Given this chaotic hinterland, it understandably raised a few eyebrows when the Scottish Government found time to intervene in a planned ‘harness racing track’ at Bannockburn battlefield.
Sure, preserving heritage is important – but so are drug deaths, education and green transport. The SNP’s priorities look plain stupid a lot of the time these days.
And the very notion that money is better spent by the SNP is shot to pieces by the Scottish Government underspending its budget by almost £300 million last year – despite complaining about lack of funds from Westminster.
There were also reports that the SNP failed to spend hundreds of millions in EU funds and so would have to return the money.
Read Neil Mackay every Friday in the Unspun newsletter.
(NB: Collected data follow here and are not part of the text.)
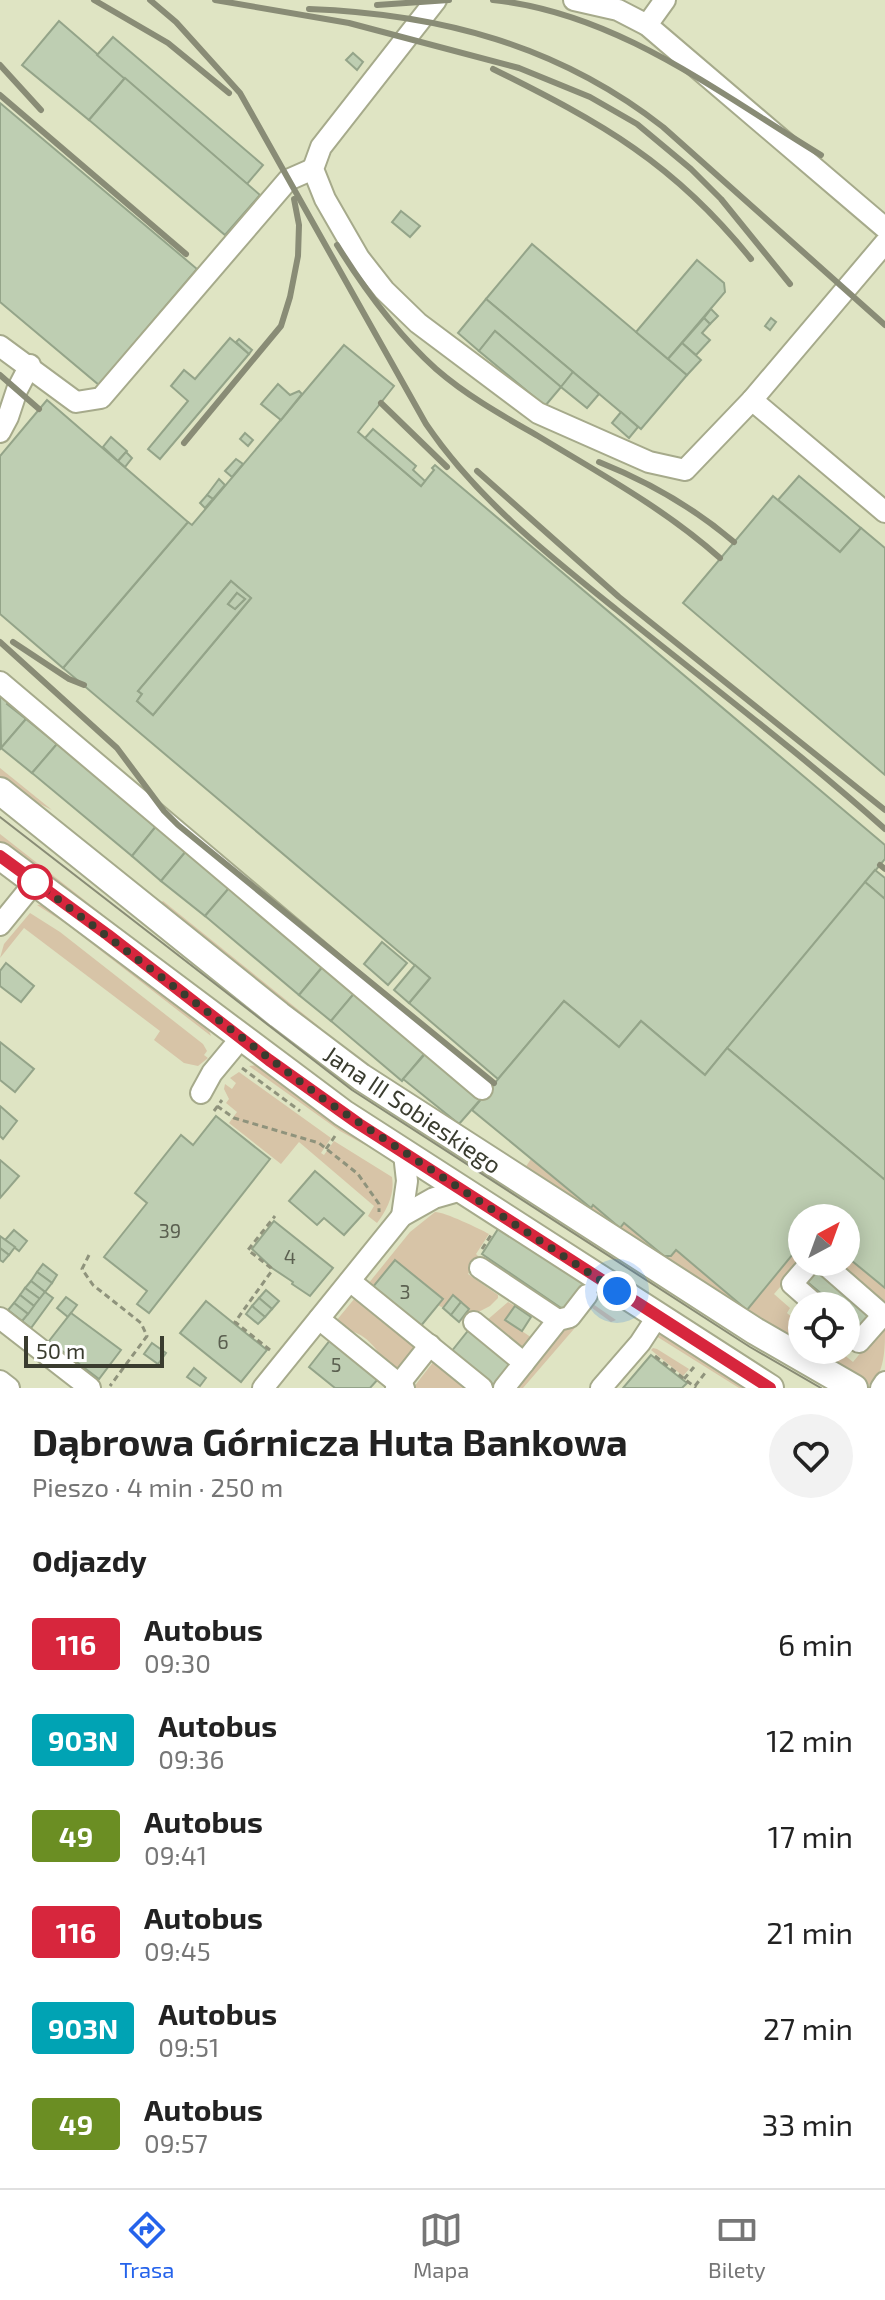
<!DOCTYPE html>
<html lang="pl">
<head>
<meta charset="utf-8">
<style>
	:root { --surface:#fff; --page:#f2f2f2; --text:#222; --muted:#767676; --line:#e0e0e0; --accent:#2563eb }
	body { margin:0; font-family:"Exo 2",sans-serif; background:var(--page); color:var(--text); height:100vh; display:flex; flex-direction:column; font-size:30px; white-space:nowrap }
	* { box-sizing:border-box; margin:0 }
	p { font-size:26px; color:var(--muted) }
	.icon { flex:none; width:44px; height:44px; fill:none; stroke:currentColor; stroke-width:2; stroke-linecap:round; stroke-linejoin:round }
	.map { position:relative; height:1388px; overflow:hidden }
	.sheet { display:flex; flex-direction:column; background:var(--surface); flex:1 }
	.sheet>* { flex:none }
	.badge { padding:0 16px; border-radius:6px; font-size:28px; line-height:52px }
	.needle { width:52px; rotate:41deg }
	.fabs { position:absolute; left:788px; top:1204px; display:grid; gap:16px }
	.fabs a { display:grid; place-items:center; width:72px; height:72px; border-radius:50%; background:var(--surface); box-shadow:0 4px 20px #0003; font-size:40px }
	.scale { position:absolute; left:24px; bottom:20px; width:140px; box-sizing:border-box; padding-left:8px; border:4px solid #3a3c2f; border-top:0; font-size:22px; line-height:28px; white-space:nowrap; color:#3a3c2f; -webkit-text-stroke:6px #fff; paint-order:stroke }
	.you { position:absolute; width:40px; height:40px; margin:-20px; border:6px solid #fff; border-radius:50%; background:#1a73e8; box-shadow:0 0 0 12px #1a73e833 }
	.map>.badge { position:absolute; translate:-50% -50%; box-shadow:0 0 0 4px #fff }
	h2 { padding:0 32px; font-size:30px; line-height:72px }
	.round { display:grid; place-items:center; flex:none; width:84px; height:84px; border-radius:42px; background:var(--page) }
	.summary { display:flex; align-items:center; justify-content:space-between; height:136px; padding:0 32px }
	h1 { font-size:38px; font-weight:700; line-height:60px }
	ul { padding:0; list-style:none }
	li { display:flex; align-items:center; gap:24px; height:96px; padding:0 32px }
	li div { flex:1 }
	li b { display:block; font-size:30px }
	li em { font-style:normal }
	li .badge { min-width:88px; font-weight:700; text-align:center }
	.tabs { display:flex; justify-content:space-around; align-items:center; height:112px; border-top:2px solid var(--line); background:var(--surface); font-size:22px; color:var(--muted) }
	.tabs a { display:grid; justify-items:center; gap:4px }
	.tabs .on { color:var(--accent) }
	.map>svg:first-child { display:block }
	.green { fill:#d7c4a7 }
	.building { fill:#beceb2; stroke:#94a489; stroke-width:2; fill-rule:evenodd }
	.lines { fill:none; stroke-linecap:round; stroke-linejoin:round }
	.minor-casing { stroke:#a6aa8b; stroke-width:24 }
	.major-casing { stroke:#a6aa8b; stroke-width:30 }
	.path { stroke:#8f937c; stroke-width:3; stroke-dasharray:6 4; stroke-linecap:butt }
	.minor { stroke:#fff; stroke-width:20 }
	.major { stroke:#fff; stroke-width:26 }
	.tram { stroke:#898c76; stroke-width:2 }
	.rail { stroke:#898c76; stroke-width:6 }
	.line-casing { stroke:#fff; stroke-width:18 }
	.line { stroke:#d7263d; stroke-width:12 }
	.walk { stroke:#3a3c2f; stroke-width:8; stroke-dasharray:0 14.4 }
	.stop-dot { fill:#fff; stroke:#d7263d; stroke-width:4 }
	.labels { text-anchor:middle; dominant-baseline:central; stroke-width:6; stroke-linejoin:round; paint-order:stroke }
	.number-label { font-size:20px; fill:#5b6050 }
	.street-label { font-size:24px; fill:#3a3c2f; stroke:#fff }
</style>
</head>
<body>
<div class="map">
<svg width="885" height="1388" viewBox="0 0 885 1388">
	<rect width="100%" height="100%" fill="#dfe4c3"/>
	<!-- green -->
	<g class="green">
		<path d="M0 768 52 810 22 795 0 779Z"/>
		<path d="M0 834 202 992 0 845Z"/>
		<path d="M163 901 321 1028 317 1032 158 906Z"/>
		<path d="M46 904 206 1023 211 1036 65 923 37 905Z"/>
		<path d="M30 913 60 932 203 1044 207 1051 204 1055 208 1058 198 1066 184 1063 154 1040 160 1031 24 928 0 958 4 944Z"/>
		<path d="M258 1065 385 1153 392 1160 340 1131 249 1066Z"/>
		<path d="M239 1072 331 1138 321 1153 324 1155 334 1141 392 1177C395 1194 387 1210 377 1223L368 1216 374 1206 299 1142 281 1164 229 1123 237 1112 226 1103 229 1099 224 1089 225 1084 232 1089 236 1083 230 1078Z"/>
		<path d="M531 1159 590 1208 593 1205 620 1228 624 1223 664 1256H671L676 1250 747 1309 802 1243V1262L774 1294 790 1308 787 1313 800 1324 802 1323V1349L523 1171Z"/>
		<path d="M435 1212C445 1212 480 1229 489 1234L476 1254 479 1257 468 1274 498 1295V1298L490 1306 459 1322 469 1309 453 1296 443 1308 438 1305 443 1298 395 1260 372 1288 368 1284 410 1232Z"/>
		<path d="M846 1256 885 1288V1307L834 1262H846Z"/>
		<path d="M355 1298 419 1342 403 1373 385 1364C378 1349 362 1329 343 1331L336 1321Z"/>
		<path d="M508 1302 515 1306 506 1320 535 1340 520 1348 486 1321Z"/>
		<path d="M590 1302 616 1320 611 1322 592 1308 523 1388H514Z"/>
		<path d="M881 1328H885C885 1349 885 1374 869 1385L805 1350H838L853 1362Z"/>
		<path d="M667 1334 751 1388H739L656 1336Z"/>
		<path d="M653 1348 657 1349 689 1369 683 1376 651 1350Z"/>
		<path d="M434 1361 470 1388H413Z"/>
	</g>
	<!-- building -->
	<g class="building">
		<path d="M59 21 125 78 89 120 22 65Z"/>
		<path d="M113 37 263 165 247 184 97 55Z"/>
		<path d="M353 53 363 62 357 70 346 60Z"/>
		<path d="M125 78 260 195 225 235 89 120Z"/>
		<path d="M0 103 197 269 99 385 0 302Z"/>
		<path d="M401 211 420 226 410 237 392 222Z"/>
		<path d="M532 244 687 375 641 429 486 299Z"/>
		<path d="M697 260 724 283 725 292 668 359 636 332Z"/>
		<path d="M486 299 573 372 561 387 495 331 479 351 458 333Z"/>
		<path d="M711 309 718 316 710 324 704 318Z"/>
		<path d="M704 318 710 324 702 333 710 340 696 355 682 343Z"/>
		<path d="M771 318 776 322 770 330 765 326Z"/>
		<path d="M495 331 561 387 545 406 479 351Z"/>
		<path d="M230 338 249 354 160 459 148 449 188 401 171 386 184 370 195 379Z"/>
		<path d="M239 339 252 350 249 354 236 342Z"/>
		<path d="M682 343 701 360 687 375 668 359Z"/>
		<path d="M344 345 394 386 358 432 421 486 434 470 432 468 435 465 885 845V859L705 1075 641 1021 619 1047 564 1001 498 1079 409 1003 430 978 63 668 188 522 192 525ZM231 581 251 598 153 715 137 701 142 694 138 691Z"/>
		<path d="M573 372 599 394 587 408 561 387Z"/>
		<path d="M278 384 290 395 299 391 302 394 281 420 261 404Z"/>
		<path d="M47 400 188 522 63 668 0 614V456Z"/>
		<path d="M621 412 638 427 629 438 612 423Z"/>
		<path d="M373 429 416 466 413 470 425 481 421 486 365 438Z"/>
		<path d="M245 433 253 440 248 446 240 439Z"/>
		<path d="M111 437 127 451 118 461 103 447Z"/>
		<path d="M126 452 132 458 125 467 118 461Z"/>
		<path d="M236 459 243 464 232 477 225 471Z"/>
		<path d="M799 476 861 528 840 552 778 500Z"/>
		<path d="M219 479 225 485 213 499 207 495Z"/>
		<path d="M207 495 213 499 205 508 200 503Z"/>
		<path d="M773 496 840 552 861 528 885 548V775L683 603Z"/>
		<path d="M231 581 251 598 153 715 137 701 142 694 138 691ZM237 593 245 599 235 609 228 604Z"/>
		<path d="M237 593 245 599 235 609 228 604Z"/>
		<path d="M0 694 9 701 7 704 26 719 1 748Z"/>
		<path d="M26 719 57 744 32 773 1 748Z"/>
		<path d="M57 744 157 825 132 856 32 773Z"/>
		<path d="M157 825 187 850 161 881 132 856Z"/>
		<path d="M187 850 231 886 205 916 161 881Z"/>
		<path d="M875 870 885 878V899L865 882Z"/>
		<path d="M865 882 885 899V1180L727 1048Z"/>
		<path d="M229 888 323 966 299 995 205 916Z"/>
		<path d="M382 942 407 963 388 985 364 964Z"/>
		<path d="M6 963 34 986 21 1002 0 986V971Z"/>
		<path d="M325 964 357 990 331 1021 299 995Z"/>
		<path d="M415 965 430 978 409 1003 394 990Z"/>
		<path d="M357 990 429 1048 402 1081 331 1021Z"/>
		<path d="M564 1001 619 1047 641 1021 705 1075 727 1048 885 1180V1288L846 1256V1218H802V1243L747 1310 676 1250 671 1256H664L624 1223 620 1228 593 1205 591 1208 472 1110Z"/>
		<path d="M0 1042 34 1069 15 1092 0 1080Z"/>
		<path d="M425 1054 480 1100 459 1124 403 1079Z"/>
		<path d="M0 1106 17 1121 3 1139 0 1136Z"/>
		<path d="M216 1116 270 1159 149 1313 137 1304 147 1291 104 1257 147 1203 135 1193 181 1135 193 1145Z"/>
		<path d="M0 1160 19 1176 0 1198Z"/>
		<path d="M315 1171 364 1213 344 1235 324 1218 317 1225 289 1201Z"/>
		<path d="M274 1221 333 1268 310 1296 292 1284 293 1282 272 1268 252 1249Z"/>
		<path d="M500 1226 586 1284 567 1312 482 1254Z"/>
		<path d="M14 1230 27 1241 19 1251 5 1240Z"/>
		<path d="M0 1236 15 1247 9 1255 0 1248Z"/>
		<path d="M0 1248 9 1255 3 1262 0 1260Z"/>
		<path d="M395 1260 443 1299 420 1327 372 1288Z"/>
		<path d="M43 1264 57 1275 52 1283 37 1272Z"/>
		<path d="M817 1266 876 1316 864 1330 846 1315V1306H836L805 1280Z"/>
		<path d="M37 1272 52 1283 45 1292 31 1281Z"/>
		<path d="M31 1281 45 1292 40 1299 25 1288Z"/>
		<path d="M25 1288 40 1299 34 1306 20 1295Z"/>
		<path d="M266 1290 279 1301 272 1309 259 1298Z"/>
		<path d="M45 1292 53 1298 31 1328 22 1321Z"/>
		<path d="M20 1295 34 1306 28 1314 14 1303Z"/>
		<path d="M453 1295 461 1302 451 1315 443 1308Z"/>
		<path d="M66 1297 77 1305 68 1317 57 1308Z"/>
		<path d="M259 1298 272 1309 265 1317 252 1306Z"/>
		<path d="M206 1301 267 1350 241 1382 180 1333Z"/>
		<path d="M461 1302 469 1309 459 1322 451 1315Z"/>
		<path d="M14 1303 28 1314 22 1321 8 1310Z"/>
		<path d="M252 1306 265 1317 258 1324 246 1314Z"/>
		<path d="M515 1306 531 1317 522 1331 505 1320Z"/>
		<path d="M71 1313 121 1350 99 1379 49 1341Z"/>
		<path d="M471 1327 514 1363 494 1388 451 1352Z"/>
		<path d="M331 1339 379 1378 370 1388H335L309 1367Z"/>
		<path d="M152 1343 166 1353 158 1364 144 1354Z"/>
		<path d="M651 1355 687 1383 682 1388H623Z"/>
		<path d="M194 1368 206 1378 200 1386 187 1377Z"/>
	</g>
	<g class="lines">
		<!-- minor casing -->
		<g class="minor-casing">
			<g id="minor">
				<path d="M436 0 321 147 313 169 325 199 359 258 384 290 418 323 538 413 649 462 685 470 752 400 885 243"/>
				<path d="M574 0 618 10 647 25 885 228"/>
				<path d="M647 25 665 0"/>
				<path d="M0 346 76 402 101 398 288 180 313 169"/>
				<path d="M752 400 885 512"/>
				<path d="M0 432 8 417 17 390 30 365"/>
				<path d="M0 682 482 1089"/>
				<path d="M0 925 35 882"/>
				<path d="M201 1093 212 1073 241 1038"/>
				<path d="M402 1216 407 1181 404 1154"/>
				<path d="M811 1262 792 1284 817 1306"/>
				<path d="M822 1262 885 1317"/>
				<path d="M480 1268 558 1320"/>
				<path d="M350 1281 482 1388"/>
				<path d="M0 1318 90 1388"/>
				<path d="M319 1319 404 1388"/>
				<path d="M474 1322 524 1363"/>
				<path d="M846 1331 859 1342 883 1315"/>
				<path d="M0 1381 9 1388"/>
				<path d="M263 1388 402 1216 434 1198 462 1190"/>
				<path d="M396 1388 430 1345"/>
				<path d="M504 1388 558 1320 570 1317 587 1295"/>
				<path d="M601 1388 640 1343 657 1317"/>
				<path d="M881 1388 885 1382"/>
			</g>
		</g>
		<!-- major casing -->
		<g class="major-casing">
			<g id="major">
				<path d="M0 791 279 1015 361 1077 755 1331 854 1388"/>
				<path d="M0 856 343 1113 770 1388"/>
			</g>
		</g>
		<!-- path -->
		<g class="path">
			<path d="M242 1068 300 1111"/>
			<path d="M217 1106 234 1118 319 1143 358 1174 379 1204V1212"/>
			<path d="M214 1111 222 1100"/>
			<path d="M326 1149 335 1136"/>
			<path d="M482 1249 491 1235"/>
			<path d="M89 1255 82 1269 93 1285 141 1323 147 1336 110 1386"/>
			<path d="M270 1350 235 1322 271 1272V1268L248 1250 275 1216"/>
			<path d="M655 1356 696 1388"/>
			<path d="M684 1379 694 1367"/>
			<path d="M695 1386 705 1373"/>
		</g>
		<!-- minor -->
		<use href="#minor" class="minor"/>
		<!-- major -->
		<use href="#major" class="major"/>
		<!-- tram -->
		<path class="tram" d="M0 817 352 1090 750 1347 821 1388"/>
		<!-- rail -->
		<g class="rail">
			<path d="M94 0 168 43 229 93"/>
			<path d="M150 0 176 22 240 93 426 424C477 499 547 554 617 610 706 682 799 752 885 829"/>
			<path d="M215 0 349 23 519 68 590 97 637 124 691 169 721 199 790 284"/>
			<path d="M493 0C617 13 717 92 821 155"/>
			<path d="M377 5 449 0"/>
			<path d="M309 9C440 14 558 45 663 127L885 325"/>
			<path d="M0 65 41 110"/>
			<path d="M493 69C602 123 674 163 751 259"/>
			<path d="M0 95 186 254"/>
			<path d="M337 245C365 290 396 333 436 369 467 396 503 416 538 436 601 474 665 509 720 558"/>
			<path d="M0 375 39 409"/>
			<path d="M381 403 447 467"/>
			<path d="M184 443 281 326 290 297 298 256 299 225 294 199"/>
			<path d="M599 462C649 482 693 507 734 542"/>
			<path d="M477 471 619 597 885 810"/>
			<path d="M0 642 117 748 164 811 178 825 494 1083"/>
			<path d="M13 642 69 679 84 685"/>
			<path d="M880 865 885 869"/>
		</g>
	</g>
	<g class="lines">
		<!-- line casing -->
		<g class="line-casing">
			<path id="line" d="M0 856 108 935 269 1060 359 1124 770 1388"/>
		</g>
		<!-- line -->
		<use href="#line" class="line"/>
		<!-- walk -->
		<path class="walk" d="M35 882 326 1101 617 1291"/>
	</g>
	<!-- markers -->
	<circle class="stop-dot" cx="35" cy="882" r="16"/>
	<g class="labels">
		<!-- number labels -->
		<g class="number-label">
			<text x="170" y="1230">39</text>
			<text x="290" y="1256">4</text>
			<text x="405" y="1291">3</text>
			<text x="223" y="1341">6</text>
			<text x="336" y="1364">5</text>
		</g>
		<!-- street labels -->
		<g class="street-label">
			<text transform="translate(413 1109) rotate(34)">Jana III Sobieskiego</text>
		</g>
	</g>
</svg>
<div class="fabs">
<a><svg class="needle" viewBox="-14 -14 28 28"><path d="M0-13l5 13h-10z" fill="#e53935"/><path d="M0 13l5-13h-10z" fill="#767676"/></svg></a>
<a><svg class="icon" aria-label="locate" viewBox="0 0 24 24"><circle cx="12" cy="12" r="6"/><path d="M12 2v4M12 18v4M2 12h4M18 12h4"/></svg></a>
</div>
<div class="scale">50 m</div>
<div class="you" style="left:617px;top:1291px"></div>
</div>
<section class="sheet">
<div class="summary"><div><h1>Dąbrowa Górnicza Huta Bankowa</h1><p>Pieszo · 4 min · 250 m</p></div><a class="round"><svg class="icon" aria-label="heart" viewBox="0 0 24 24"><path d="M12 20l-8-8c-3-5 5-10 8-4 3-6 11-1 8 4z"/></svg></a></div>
<h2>Odjazdy</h2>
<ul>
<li><span class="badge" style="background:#d7263d;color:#fff">116</span><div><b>Autobus</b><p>09:30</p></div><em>6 min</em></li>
<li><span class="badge" style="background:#00a3b4;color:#fff">903N</span><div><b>Autobus</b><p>09:36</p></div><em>12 min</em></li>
<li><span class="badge" style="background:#6b8e23;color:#fff">49</span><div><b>Autobus</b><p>09:41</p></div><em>17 min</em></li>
<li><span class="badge" style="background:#d7263d;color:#fff">116</span><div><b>Autobus</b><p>09:45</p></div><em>21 min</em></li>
<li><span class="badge" style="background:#00a3b4;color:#fff">903N</span><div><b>Autobus</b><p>09:51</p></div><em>27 min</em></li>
<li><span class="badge" style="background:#6b8e23;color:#fff">49</span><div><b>Autobus</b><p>09:57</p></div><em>33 min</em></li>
</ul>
</section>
<nav class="tabs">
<a class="on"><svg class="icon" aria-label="directions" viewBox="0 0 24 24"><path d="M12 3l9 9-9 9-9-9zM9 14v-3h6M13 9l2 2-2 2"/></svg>Trasa</a>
<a><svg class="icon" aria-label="map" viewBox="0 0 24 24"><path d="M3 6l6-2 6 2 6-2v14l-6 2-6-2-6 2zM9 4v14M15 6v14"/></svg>Mapa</a>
<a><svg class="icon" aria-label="tickets" viewBox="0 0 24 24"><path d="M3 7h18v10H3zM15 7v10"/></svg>Bilety</a>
</nav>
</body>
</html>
The Scottish Government has not, by any sane standard, for some years now, helped devolution. In fact, many would argue, that be failing to develop good, functioning, utilitarian policy which assists as many people as possible in society it has damaged devolution.
Of course, yet again, the SNP can adopt its perennial get-out-of-jail free card by saying ‘if Scotland was independent we’d have all the levers of power at our disposal to pass good laws’.
But, really, who’s buying that anymore, apart from the SNP’s dwindling band of members? Party numbers have plummeted almost by half since 2019.
The bottom line is: if the SNP has indeed trashed devolution, then why should the Labour Party care about undermining it even further? And more: why should the electorate care either?
There’s a deep and bitter irony here and it’s this: the party of independence has opened the door to the erosion of Scottish devolution.